>>>
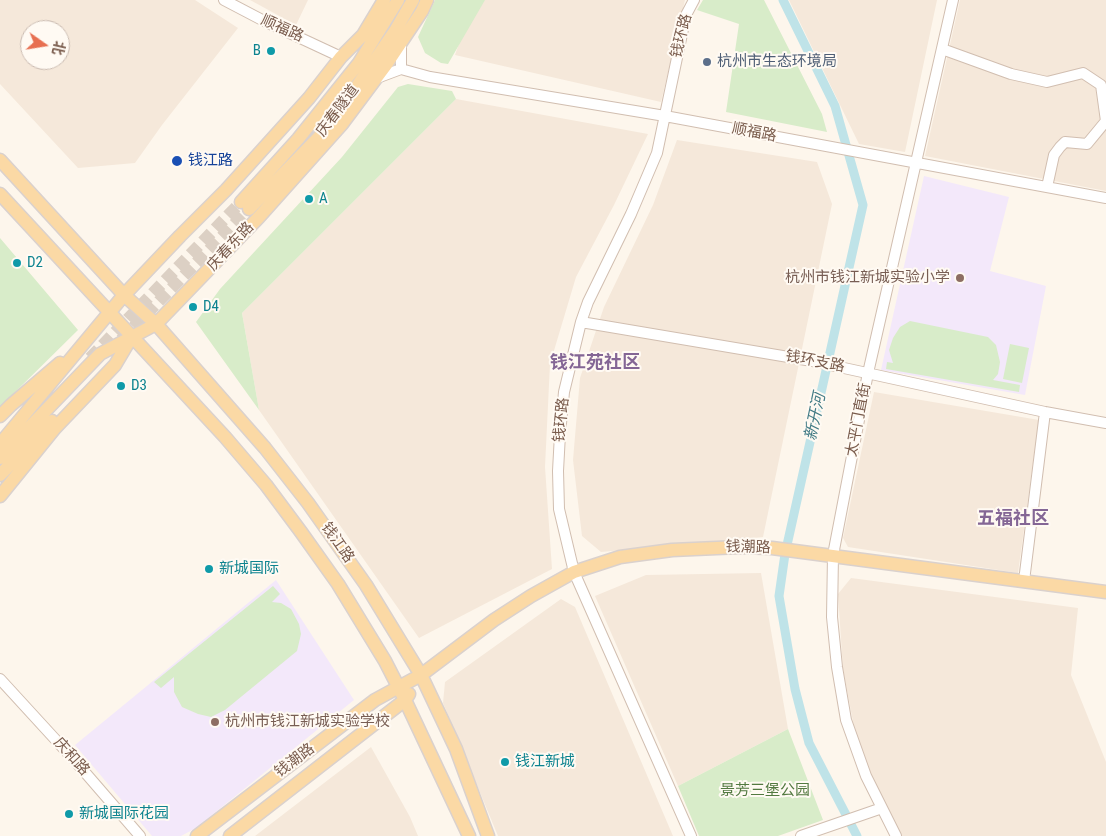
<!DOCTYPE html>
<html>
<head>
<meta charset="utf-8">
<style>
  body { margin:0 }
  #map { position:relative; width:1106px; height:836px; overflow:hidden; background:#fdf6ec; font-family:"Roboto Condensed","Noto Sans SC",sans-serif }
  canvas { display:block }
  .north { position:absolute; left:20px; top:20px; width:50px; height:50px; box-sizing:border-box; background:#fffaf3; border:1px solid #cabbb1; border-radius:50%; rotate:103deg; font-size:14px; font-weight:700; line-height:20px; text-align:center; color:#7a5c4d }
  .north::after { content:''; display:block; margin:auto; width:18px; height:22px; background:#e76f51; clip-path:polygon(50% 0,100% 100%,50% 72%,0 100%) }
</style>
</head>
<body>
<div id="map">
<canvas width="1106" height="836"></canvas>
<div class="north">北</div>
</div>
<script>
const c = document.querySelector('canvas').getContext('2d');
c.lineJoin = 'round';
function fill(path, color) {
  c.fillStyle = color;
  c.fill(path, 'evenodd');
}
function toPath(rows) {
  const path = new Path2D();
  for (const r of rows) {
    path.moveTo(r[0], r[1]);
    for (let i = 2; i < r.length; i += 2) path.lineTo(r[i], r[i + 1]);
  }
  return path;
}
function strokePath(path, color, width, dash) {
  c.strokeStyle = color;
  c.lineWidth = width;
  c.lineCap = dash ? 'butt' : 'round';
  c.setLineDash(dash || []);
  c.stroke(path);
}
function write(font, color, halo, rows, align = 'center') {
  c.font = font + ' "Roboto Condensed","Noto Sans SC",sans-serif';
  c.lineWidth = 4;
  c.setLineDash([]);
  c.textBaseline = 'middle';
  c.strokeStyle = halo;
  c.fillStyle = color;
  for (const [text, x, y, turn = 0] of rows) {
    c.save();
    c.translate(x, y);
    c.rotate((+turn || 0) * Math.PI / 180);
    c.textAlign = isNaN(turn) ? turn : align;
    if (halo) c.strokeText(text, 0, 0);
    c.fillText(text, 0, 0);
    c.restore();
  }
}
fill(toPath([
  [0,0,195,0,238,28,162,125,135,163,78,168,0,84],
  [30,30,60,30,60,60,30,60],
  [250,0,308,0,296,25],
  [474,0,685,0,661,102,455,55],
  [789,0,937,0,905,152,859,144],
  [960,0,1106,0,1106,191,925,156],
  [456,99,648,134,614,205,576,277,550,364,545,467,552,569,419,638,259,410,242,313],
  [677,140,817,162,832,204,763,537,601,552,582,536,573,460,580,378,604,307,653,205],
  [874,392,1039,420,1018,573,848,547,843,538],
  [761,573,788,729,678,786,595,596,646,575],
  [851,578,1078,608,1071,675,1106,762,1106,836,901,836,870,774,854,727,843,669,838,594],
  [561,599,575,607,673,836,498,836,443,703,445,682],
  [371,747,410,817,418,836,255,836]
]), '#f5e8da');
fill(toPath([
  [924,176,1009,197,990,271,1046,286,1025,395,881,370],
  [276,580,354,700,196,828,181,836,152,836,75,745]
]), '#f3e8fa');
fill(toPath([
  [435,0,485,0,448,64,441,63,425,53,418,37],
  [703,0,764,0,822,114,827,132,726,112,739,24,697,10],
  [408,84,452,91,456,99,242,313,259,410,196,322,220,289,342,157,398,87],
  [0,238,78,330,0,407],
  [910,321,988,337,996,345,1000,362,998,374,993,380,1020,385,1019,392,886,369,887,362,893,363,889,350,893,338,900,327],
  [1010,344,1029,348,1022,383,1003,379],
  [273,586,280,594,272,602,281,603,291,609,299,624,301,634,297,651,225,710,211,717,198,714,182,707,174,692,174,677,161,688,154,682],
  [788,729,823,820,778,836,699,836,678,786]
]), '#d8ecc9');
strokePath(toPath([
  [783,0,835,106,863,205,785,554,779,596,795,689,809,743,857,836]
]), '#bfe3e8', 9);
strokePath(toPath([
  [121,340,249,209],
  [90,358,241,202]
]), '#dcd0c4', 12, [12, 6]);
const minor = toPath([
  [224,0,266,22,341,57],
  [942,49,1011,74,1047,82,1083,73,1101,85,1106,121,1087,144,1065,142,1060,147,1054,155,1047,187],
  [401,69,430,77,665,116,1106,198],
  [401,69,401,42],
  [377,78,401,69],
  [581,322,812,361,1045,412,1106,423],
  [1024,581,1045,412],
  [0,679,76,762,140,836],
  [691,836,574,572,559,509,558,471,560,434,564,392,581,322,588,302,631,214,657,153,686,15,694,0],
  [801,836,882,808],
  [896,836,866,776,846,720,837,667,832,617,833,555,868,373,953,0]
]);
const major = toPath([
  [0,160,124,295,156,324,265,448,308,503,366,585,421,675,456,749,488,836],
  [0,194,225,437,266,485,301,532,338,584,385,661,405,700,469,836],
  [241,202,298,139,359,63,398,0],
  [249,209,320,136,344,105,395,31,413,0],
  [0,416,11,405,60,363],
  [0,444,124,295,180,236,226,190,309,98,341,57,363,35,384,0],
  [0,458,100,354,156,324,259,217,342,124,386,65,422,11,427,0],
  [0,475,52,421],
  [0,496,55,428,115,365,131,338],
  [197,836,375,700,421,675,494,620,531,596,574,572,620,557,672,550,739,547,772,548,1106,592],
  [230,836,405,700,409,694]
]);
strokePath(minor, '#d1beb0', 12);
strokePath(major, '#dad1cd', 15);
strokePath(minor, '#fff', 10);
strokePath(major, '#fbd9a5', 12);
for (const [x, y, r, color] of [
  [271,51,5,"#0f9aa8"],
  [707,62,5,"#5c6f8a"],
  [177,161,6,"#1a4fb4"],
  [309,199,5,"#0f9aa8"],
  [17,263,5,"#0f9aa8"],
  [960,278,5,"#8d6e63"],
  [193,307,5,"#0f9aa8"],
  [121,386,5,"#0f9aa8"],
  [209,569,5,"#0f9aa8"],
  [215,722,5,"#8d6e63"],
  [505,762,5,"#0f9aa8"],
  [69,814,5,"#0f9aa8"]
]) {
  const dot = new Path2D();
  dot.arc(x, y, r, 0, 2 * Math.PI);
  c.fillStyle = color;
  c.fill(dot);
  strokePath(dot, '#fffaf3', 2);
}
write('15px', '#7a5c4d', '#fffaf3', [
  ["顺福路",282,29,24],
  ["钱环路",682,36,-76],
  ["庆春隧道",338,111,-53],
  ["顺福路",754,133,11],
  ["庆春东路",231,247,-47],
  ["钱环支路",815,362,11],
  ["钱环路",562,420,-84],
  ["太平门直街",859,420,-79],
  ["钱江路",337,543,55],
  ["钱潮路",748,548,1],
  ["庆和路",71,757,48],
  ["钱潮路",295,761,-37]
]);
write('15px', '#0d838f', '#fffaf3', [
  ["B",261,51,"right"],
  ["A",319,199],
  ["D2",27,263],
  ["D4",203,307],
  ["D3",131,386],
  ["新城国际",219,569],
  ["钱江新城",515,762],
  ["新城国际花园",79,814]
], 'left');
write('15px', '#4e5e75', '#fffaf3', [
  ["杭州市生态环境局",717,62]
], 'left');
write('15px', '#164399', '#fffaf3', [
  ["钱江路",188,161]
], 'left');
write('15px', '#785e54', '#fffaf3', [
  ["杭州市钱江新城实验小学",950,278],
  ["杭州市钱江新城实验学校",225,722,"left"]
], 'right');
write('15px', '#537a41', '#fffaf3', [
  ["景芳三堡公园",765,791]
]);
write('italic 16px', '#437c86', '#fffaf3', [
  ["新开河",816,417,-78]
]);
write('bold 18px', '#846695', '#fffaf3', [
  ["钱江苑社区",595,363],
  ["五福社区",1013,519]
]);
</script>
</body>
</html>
<<<
Work required
If a line in the data above includes the string "Math", copy it.

Solution for this task
    c.rotate((+turn || 0) * Math.PI / 180);
  dot.arc(x, y, r, 0, 2 * Math.PI);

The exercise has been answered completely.